↓↓↓

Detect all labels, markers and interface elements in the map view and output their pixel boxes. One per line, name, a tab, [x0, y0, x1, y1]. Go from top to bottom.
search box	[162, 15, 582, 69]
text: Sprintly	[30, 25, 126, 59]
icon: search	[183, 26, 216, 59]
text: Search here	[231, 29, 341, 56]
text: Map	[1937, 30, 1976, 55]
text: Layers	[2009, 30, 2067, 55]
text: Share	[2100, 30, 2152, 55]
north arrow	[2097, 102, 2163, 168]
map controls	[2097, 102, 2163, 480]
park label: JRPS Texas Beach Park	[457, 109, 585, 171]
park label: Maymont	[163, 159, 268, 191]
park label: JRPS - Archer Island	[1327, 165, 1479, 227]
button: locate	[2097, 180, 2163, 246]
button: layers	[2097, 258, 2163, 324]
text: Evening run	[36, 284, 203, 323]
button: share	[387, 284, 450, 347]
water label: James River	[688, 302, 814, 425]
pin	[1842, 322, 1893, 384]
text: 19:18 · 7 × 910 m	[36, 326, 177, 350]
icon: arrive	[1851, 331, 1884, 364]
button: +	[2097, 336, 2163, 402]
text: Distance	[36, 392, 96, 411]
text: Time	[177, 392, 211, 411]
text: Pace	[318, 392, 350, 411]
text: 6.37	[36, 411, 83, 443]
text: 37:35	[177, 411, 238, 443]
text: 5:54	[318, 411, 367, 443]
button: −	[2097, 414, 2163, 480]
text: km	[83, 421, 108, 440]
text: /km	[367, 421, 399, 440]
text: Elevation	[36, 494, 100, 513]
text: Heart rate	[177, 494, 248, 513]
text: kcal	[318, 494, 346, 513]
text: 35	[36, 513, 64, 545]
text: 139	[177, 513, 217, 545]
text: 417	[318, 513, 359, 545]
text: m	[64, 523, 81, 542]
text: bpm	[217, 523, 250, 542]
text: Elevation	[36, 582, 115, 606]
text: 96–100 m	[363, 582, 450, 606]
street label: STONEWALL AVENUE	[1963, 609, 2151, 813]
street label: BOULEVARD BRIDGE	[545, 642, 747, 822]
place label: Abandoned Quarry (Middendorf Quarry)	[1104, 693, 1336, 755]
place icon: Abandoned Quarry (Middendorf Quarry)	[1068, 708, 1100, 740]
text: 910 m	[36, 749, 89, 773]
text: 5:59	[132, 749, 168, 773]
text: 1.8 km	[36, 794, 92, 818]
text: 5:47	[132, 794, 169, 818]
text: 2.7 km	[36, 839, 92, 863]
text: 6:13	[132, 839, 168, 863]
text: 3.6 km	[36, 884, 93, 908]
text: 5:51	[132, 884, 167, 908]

↑↑↑

- **Work required**:
Go through the entries above and count the lines containing the string "Quarry". Give only that number.

- **Final answer**:
2